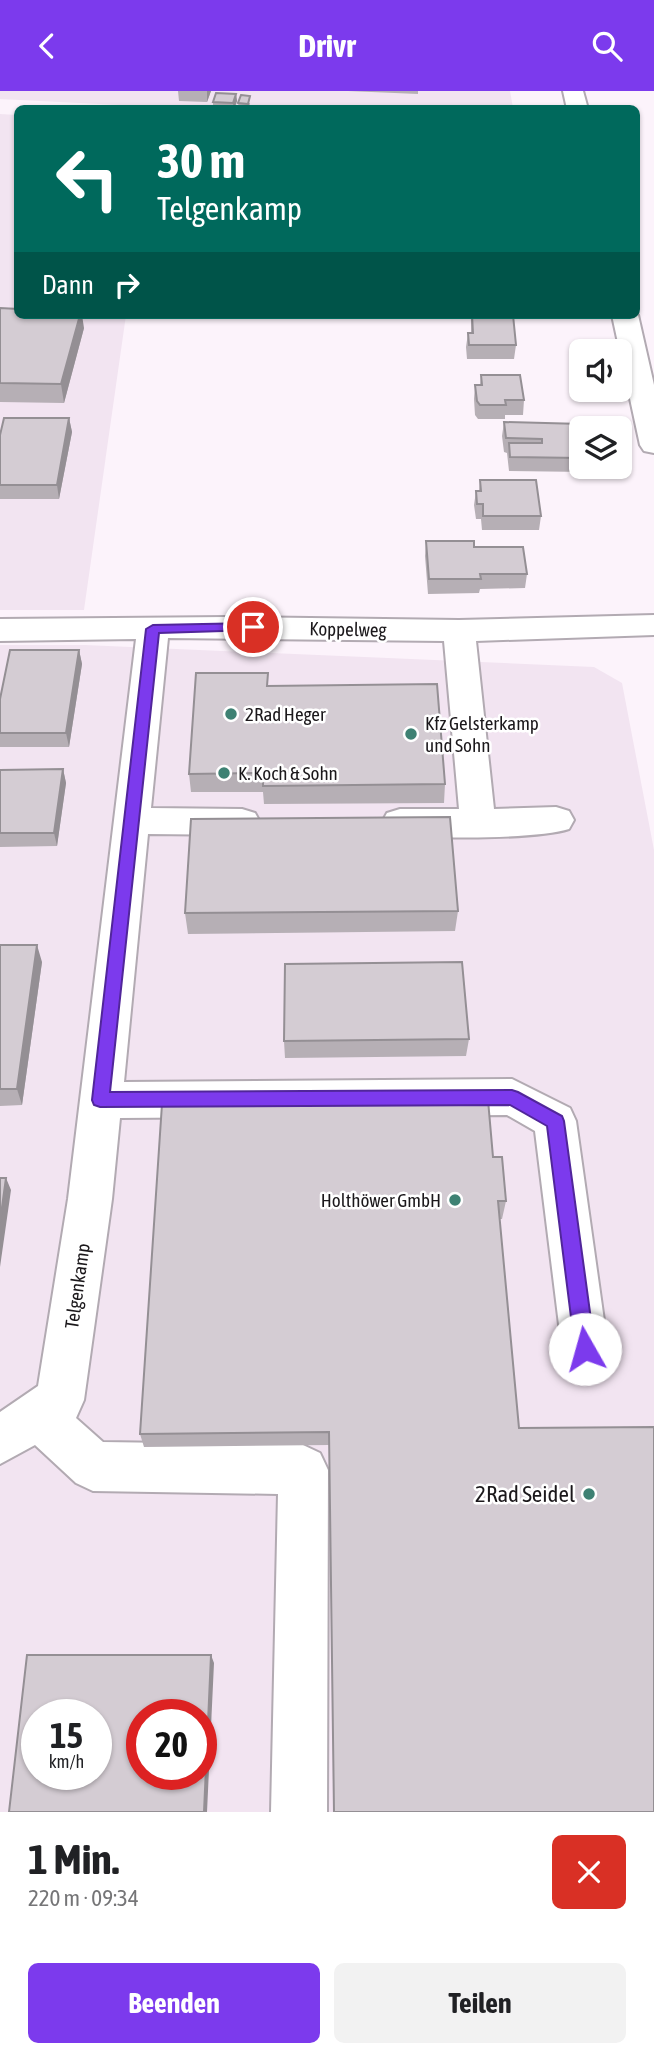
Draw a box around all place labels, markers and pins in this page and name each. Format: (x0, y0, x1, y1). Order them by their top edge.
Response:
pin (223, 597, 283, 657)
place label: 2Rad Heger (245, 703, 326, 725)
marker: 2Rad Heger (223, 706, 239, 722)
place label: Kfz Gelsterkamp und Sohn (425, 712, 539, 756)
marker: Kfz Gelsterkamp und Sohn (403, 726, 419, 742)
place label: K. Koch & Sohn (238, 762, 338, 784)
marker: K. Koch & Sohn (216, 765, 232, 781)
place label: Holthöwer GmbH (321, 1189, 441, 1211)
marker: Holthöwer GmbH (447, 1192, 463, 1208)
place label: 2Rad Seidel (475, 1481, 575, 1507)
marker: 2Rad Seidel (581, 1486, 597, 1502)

==

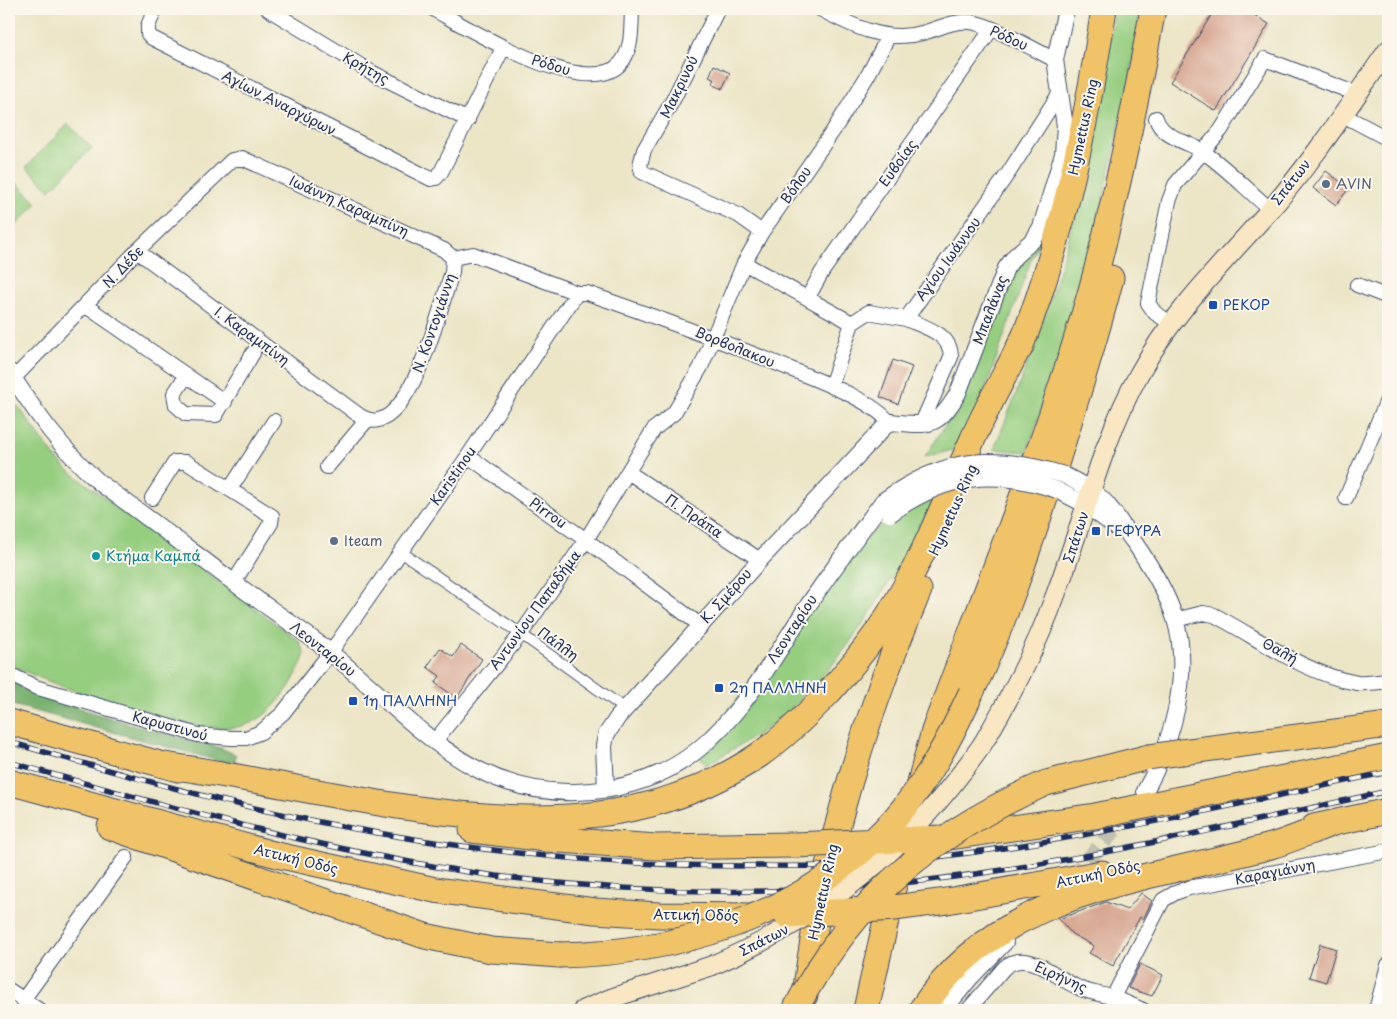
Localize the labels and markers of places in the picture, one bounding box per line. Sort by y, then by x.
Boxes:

» **Exercise**:
Please report, as a bare number, how many lines of the data contain the word "labels".

» **Solved problem**:
2